Quitte à fâcher les Européistes post-nationaux, je crois qu’aucun grand projet de mobilisation sociétale et sociale n’est aujourd’hui possible en dehors d’une structure nationale solide (ce qui ne veut pas dire que je serais devenu anti-européen, mais que je suis opposé à la forme et au contour de l’Union actuelle).

Une structure nationale solide, pour les Wallons et les Bruxellois, c’est naturellement la République française.
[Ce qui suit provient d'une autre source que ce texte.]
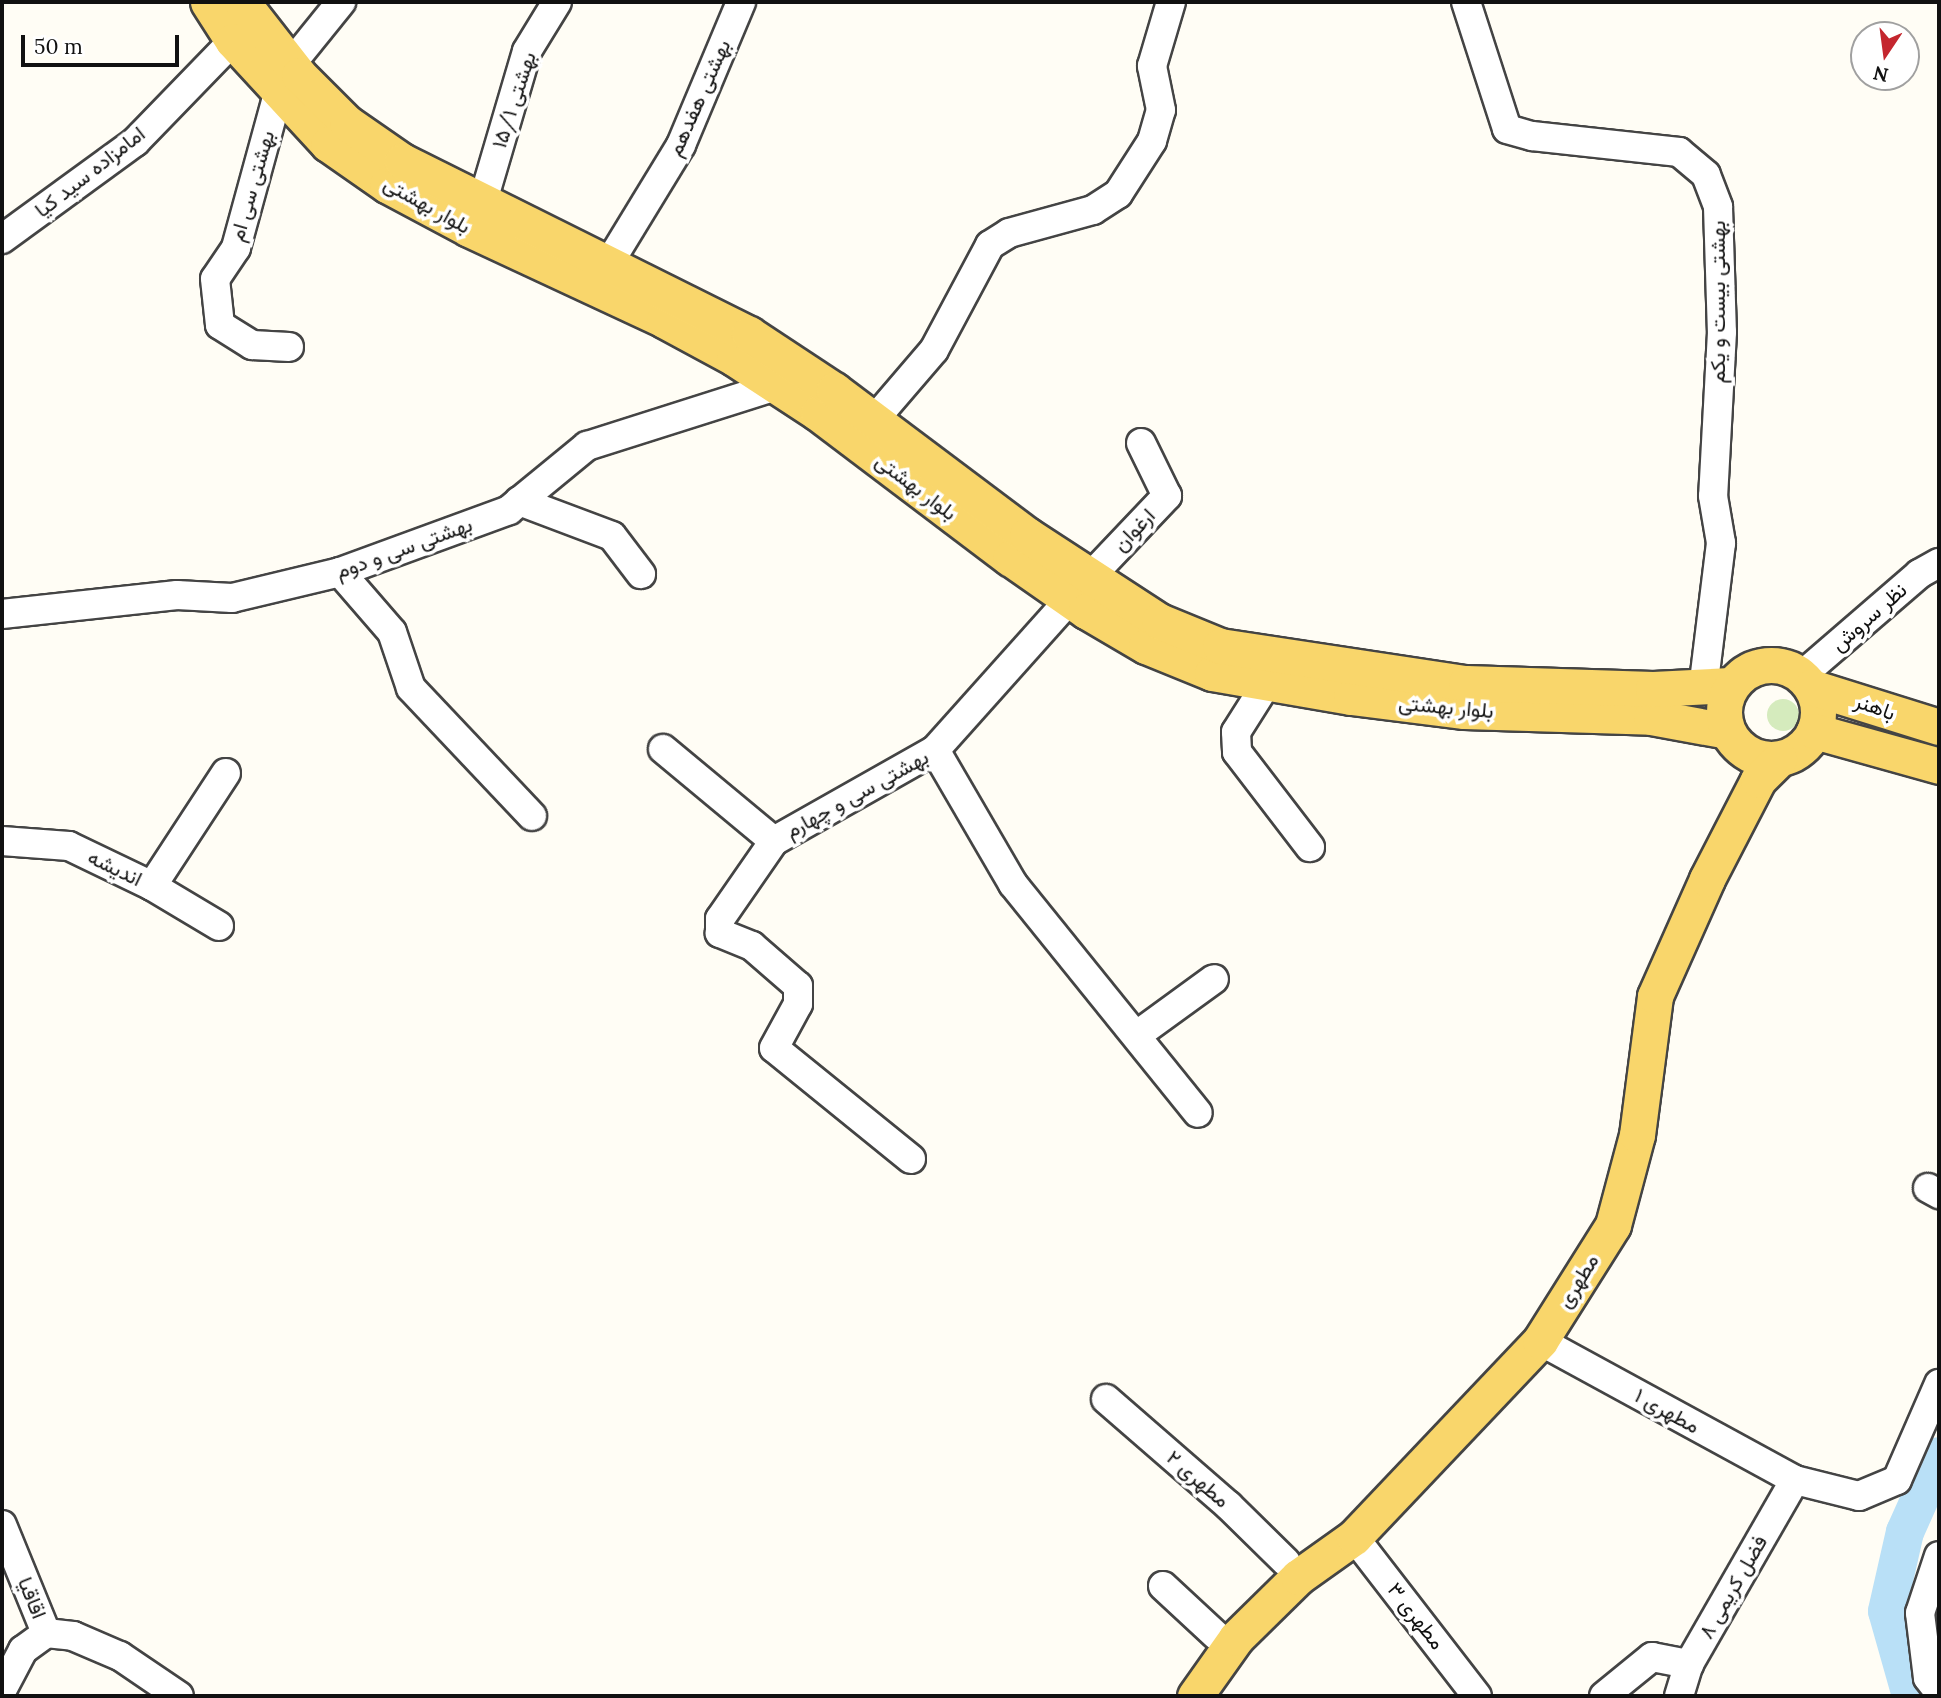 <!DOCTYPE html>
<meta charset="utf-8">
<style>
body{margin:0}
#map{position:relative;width:1941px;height:1698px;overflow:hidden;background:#fffdf5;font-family:Lora,Vazirmatn,serif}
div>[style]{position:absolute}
.green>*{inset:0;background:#d5ebbd}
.round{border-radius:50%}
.river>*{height:38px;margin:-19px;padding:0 19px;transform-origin:19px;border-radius:19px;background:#b9e0f7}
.roads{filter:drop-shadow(2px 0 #444) drop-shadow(-2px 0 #444) drop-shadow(0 2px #444) drop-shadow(0 -2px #444)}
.minor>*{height:28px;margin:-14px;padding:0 14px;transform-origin:14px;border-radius:14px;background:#fff}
.major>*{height:35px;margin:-17.5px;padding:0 17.5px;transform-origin:17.5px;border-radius:17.5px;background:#f9d66b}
.major>.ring{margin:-17.5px;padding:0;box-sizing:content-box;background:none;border:35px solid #f9d66b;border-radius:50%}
span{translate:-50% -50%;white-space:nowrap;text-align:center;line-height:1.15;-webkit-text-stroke:7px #fff;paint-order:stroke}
.street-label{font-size:21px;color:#111}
.frame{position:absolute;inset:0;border:4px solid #111;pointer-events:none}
.north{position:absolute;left:1850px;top:21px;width:70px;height:70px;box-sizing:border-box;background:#fff;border:2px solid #a0a0a0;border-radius:50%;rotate:193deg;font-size:19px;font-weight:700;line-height:28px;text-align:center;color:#111}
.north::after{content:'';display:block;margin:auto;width:24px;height:32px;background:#c4262e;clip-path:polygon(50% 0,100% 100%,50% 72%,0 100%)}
.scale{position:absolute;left:21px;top:35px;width:158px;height:32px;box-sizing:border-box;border:4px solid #111;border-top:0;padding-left:9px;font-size:21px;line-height:24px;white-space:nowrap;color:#111;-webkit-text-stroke:5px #fff;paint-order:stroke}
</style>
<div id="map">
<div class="green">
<div class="round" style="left:1767px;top:699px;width:32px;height:32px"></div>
</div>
<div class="river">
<div style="left:1911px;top:1696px;width:88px;rotate:-105.8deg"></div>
<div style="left:1887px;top:1611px;width:81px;rotate:-77.2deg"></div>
<div style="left:1905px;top:1532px;width:83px;rotate:-65.9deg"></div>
</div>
<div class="roads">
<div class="minor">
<div style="left:1466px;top:2px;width:133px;rotate:72.1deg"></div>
<div style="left:1507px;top:129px;width:26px;rotate:16deg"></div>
<div style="left:1532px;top:136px;width:148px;rotate:6.2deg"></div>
<div style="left:1679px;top:152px;width:35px;rotate:40deg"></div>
<div style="left:1706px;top:175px;width:34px;rotate:69deg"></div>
<div style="left:1718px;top:207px;width:125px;rotate:88.2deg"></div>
<div style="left:1722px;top:332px;width:164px;rotate:93.1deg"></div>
<div style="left:1713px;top:496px;width:48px;rotate:80.3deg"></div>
<div style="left:1721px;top:543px;width:147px;rotate:97deg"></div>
<div style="left:291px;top:64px;width:80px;rotate:-51.1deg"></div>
<div style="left:278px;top:94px;width:160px;rotate:105.3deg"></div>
<div style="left:236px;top:248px;width:37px;rotate:124deg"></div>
<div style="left:215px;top:279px;width:46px;rotate:83.8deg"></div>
<div style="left:220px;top:325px;width:38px;rotate:32deg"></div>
<div style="left:252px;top:345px;width:37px;rotate:3deg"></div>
<div style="left:482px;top:204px;width:159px;rotate:-73.6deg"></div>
<div style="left:527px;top:51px;width:57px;rotate:-58.5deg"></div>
<div style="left:2px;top:239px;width:165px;rotate:-36.1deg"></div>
<div style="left:135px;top:142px;width:141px;rotate:-45.9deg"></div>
<div style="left:609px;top:263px;width:138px;rotate:-58.6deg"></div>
<div style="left:681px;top:145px;width:155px;rotate:-67.2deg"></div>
<div style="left:874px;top:420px;width:92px;rotate:-49.4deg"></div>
<div style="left:934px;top:350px;width:119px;rotate:-61.9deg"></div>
<div style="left:990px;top:245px;width:22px;rotate:-32deg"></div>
<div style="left:1009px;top:233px;width:87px;rotate:-15.3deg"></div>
<div style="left:1093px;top:210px;width:30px;rotate:-33deg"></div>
<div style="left:1118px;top:194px;width:63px;rotate:-57.3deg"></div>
<div style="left:1152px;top:141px;width:32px;rotate:-74deg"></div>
<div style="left:1161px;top:110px;width:45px;rotate:-101.6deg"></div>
<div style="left:1152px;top:66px;width:67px;rotate:-73.5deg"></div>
<div style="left:519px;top:501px;width:99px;rotate:20.6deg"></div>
<div style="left:612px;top:536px;width:48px;rotate:52.7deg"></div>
<div style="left:340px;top:572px;width:79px;rotate:49.1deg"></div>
<div style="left:392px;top:632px;width:59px;rotate:71.3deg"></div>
<div style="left:411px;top:688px;width:176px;rotate:46.6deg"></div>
<div style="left:1090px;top:577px;width:112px;rotate:-46.5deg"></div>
<div style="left:1167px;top:496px;width:59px;rotate:-116.1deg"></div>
<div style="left:2px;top:614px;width:176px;rotate:-6.2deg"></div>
<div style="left:177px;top:595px;width:55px;rotate:3.1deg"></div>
<div style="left:232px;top:598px;width:111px;rotate:-13.5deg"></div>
<div style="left:340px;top:572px;width:180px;rotate:-20.1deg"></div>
<div style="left:509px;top:510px;width:101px;rotate:-39.4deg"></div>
<div style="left:587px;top:446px;width:198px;rotate:-17.6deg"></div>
<div style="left:1801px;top:676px;width:156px;rotate:-40.8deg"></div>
<div style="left:1919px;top:574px;width:23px;rotate:-29deg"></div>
<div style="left:1267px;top:683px;width:58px;rotate:122.3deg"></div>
<div style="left:1236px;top:732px;width:20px;rotate:87deg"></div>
<div style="left:1237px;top:752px;width:120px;rotate:52.5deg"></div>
<div style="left:663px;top:749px;width:144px;rotate:39.7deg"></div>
<div style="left:935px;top:750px;width:155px;rotate:59.8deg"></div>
<div style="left:1013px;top:884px;width:294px;rotate:51.1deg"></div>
<div style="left:2px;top:841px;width:67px;rotate:4.3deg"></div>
<div style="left:69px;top:846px;width:92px;rotate:25.7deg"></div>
<div style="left:152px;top:886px;width:78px;rotate:30.8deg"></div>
<div style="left:152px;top:886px;width:135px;rotate:-56.8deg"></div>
<div style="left:1137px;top:1035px;width:95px;rotate:-36deg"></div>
<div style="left:911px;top:1159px;width:176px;rotate:-141deg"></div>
<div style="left:774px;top:1048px;width:50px;rotate:-61.4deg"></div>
<div style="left:798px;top:1004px;width:18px;rotate:-90deg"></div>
<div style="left:798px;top:986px;width:61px;rotate:-139deg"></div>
<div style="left:752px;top:946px;width:35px;rotate:-158deg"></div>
<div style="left:720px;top:933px;width:14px;rotate:-90deg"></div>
<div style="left:720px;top:919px;width:95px;rotate:-55.3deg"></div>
<div style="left:774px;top:841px;width:185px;rotate:-29.5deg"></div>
<div style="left:935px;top:750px;width:201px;rotate:-48.2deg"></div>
<div style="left:1928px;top:1188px;width:13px;rotate:29deg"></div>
<div style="left:1540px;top:1341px;width:290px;rotate:28.6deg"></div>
<div style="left:1795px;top:1480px;width:66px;rotate:14deg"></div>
<div style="left:1859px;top:1496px;width:41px;rotate:-22.8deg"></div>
<div style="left:1897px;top:1480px;width:105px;rotate:-66.4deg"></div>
<div style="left:1106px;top:1399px;width:162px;rotate:41deg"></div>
<div style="left:1228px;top:1505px;width:81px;rotate:44.5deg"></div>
<div style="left:2px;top:1525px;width:117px;rotate:67.8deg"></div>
<div style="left:1354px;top:1537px;width:201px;rotate:52.3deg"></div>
<div style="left:1939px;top:1556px;width:60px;rotate:108.4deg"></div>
<div style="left:1920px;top:1613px;width:65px;rotate:83deg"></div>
<div style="left:1928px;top:1678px;width:18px;rotate:52deg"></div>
<div style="left:1163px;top:1586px;width:72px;rotate:42.8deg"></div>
<div style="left:46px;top:1633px;width:27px;rotate:6deg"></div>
<div style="left:73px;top:1636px;width:51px;rotate:23.1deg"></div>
<div style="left:120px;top:1656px;width:71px;rotate:34.1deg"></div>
<div style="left:2px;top:1690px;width:45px;rotate:-62.3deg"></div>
<div style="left:23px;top:1650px;width:29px;rotate:-36deg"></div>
<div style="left:1604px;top:1696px;width:62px;rotate:-39.1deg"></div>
<div style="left:1652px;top:1657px;width:38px;rotate:11deg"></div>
<div style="left:1679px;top:1696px;width:34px;rotate:-73deg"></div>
<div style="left:1689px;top:1664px;width:212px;rotate:-60.1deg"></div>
</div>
<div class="major">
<div style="left:208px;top:2px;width:46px;rotate:57.3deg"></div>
<div style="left:233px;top:41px;width:140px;rotate:47.3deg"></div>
<div style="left:328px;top:144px;width:72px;rotate:34.8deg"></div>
<div style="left:387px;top:185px;width:93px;rotate:28.2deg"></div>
<div style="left:469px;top:229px;width:215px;rotate:25deg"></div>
<div style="left:664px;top:320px;width:80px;rotate:28.5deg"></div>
<div style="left:734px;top:358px;width:100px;rotate:33.2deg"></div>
<div style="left:818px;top:413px;width:241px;rotate:37.1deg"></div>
<div style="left:1010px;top:558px;width:93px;rotate:34.9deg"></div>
<div style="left:1086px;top:611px;width:69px;rotate:30.3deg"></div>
<div style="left:1146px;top:646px;width:71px;rotate:22.2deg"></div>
<div style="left:1212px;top:673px;width:141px;rotate:9.8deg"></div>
<div style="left:1351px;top:697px;width:114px;rotate:7.1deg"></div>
<div style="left:1464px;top:711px;width:187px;rotate:1.8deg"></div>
<div style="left:1651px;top:717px;width:77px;rotate:10.4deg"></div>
<div style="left:242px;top:2px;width:93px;rotate:52deg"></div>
<div style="left:299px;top:75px;width:68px;rotate:45deg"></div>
<div style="left:347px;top:123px;width:67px;rotate:34.6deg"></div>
<div style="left:402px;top:161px;width:388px;rotate:26.5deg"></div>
<div style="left:749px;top:334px;width:102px;rotate:33.4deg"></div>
<div style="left:834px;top:390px;width:241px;rotate:36.9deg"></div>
<div style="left:1027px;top:535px;width:158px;rotate:33.1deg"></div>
<div style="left:1159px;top:621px;width:66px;rotate:22.3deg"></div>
<div style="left:1220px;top:646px;width:249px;rotate:8.6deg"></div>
<div style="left:1466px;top:683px;width:187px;rotate:1.8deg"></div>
<div style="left:1653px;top:689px;width:78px;rotate:-2.9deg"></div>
<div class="ring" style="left:1724px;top:665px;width:59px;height:59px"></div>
<div style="left:1811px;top:687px;width:134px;rotate:17.4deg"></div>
<div style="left:1814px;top:731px;width:130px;rotate:15.6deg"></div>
<div style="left:1195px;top:1696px;width:71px;rotate:-54.7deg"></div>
<div style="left:1236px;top:1638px;width:87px;rotate:-44.5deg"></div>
<div style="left:1298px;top:1577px;width:69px;rotate:-35.5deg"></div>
<div style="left:1354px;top:1537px;width:270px;rotate:-46.5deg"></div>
<div style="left:1540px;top:1341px;width:137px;rotate:-57.8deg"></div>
<div style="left:1613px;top:1225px;width:93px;rotate:-75.1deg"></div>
<div style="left:1637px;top:1135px;width:140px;rotate:-82.6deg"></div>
<div style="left:1655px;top:996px;width:128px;rotate:-66deg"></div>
<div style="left:1707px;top:879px;width:111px;rotate:-62.7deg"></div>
<div style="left:1758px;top:780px;width:30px;rotate:-45deg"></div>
</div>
</div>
<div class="street-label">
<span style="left:699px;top:98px;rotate:-66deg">بهشتی هفدهم</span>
<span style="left:514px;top:100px;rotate:-72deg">۱۵/۱ بهشتی</span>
<span style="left:90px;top:172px;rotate:-38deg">امامزاده سید کیا</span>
<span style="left:252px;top:186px;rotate:-74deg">بهشتی سی ام</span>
<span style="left:427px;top:205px;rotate:29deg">بلوار بهشتی</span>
<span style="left:1718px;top:302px;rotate:-90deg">بهشتی بیست و یکم</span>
<span style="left:916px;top:487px;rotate:37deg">بلوار بهشتی</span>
<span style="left:1134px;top:530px;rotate:-46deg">ارغوان</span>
<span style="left:404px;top:548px;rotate:-20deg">بهشتی سی و دوم</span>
<span style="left:1869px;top:617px;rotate:-41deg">نظر سروش</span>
<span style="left:1446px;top:707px;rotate:5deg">بلوار بهشتی</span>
<span style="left:1875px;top:707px;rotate:20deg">باهنر</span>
<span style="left:857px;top:794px;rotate:-29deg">بهشتی سی و چهارم</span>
<span style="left:115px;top:868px;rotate:26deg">اندیشه</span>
<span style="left:1578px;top:1281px;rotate:-58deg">مطهری</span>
<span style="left:1667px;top:1411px;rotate:29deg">مطهری ۱</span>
<span style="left:1198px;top:1479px;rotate:41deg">مطهری ۲</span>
<span style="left:1733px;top:1587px;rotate:-60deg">فضل کریمی ۸</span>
<span style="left:32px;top:1598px;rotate:68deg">اقاقیا</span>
<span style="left:1416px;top:1616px;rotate:52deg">مطهری ۳</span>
</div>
<div class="frame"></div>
<div class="north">N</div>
<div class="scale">50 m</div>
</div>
Une structure nationale solide, cela signifie un socle politique et social collectif capable :

  • de lutter contre le désordre mondial ;

  • de combattre la montée des inégalités sociales et de prendre en compte positivement le caractère conflictuel de toute société ;

  • de mobiliser la population active avec l’aide de structures publiques motivées par l’objectif de solidarité ;

  • de faire pression sur l’Europe pour qu’elle associe sans les nier les volontés nationales. Et cela en vue de peser sur l’échiquier mondial et d’y établir un meilleur équilibre politique et économique.

Pour ce qui est de Bruxelles, nous n’avons aucun intérêt à lâcher ce million de citoyens.

Nous avons intérêt à former avec Bruxelles non pas un hypothétique Etat commun inviable mais une communauté de destin : deux grandes régions fortes dans le cadre de la République française.

Le seul espace politique commun possible entre la Wallonie et Bruxelles, c’est la France.

Pour la Wallonie, comme pour Bruxelles, l’intégration dans la République française est ce qu’il y a de meilleur pour permettre une liaison entre un projet institutionnel et un projet social (et pour éviter l’anarchie et/ou la monarchie bananière).

La réunion à la France, ce n’est pas un projet nationaliste, ni ethno-culturaliste.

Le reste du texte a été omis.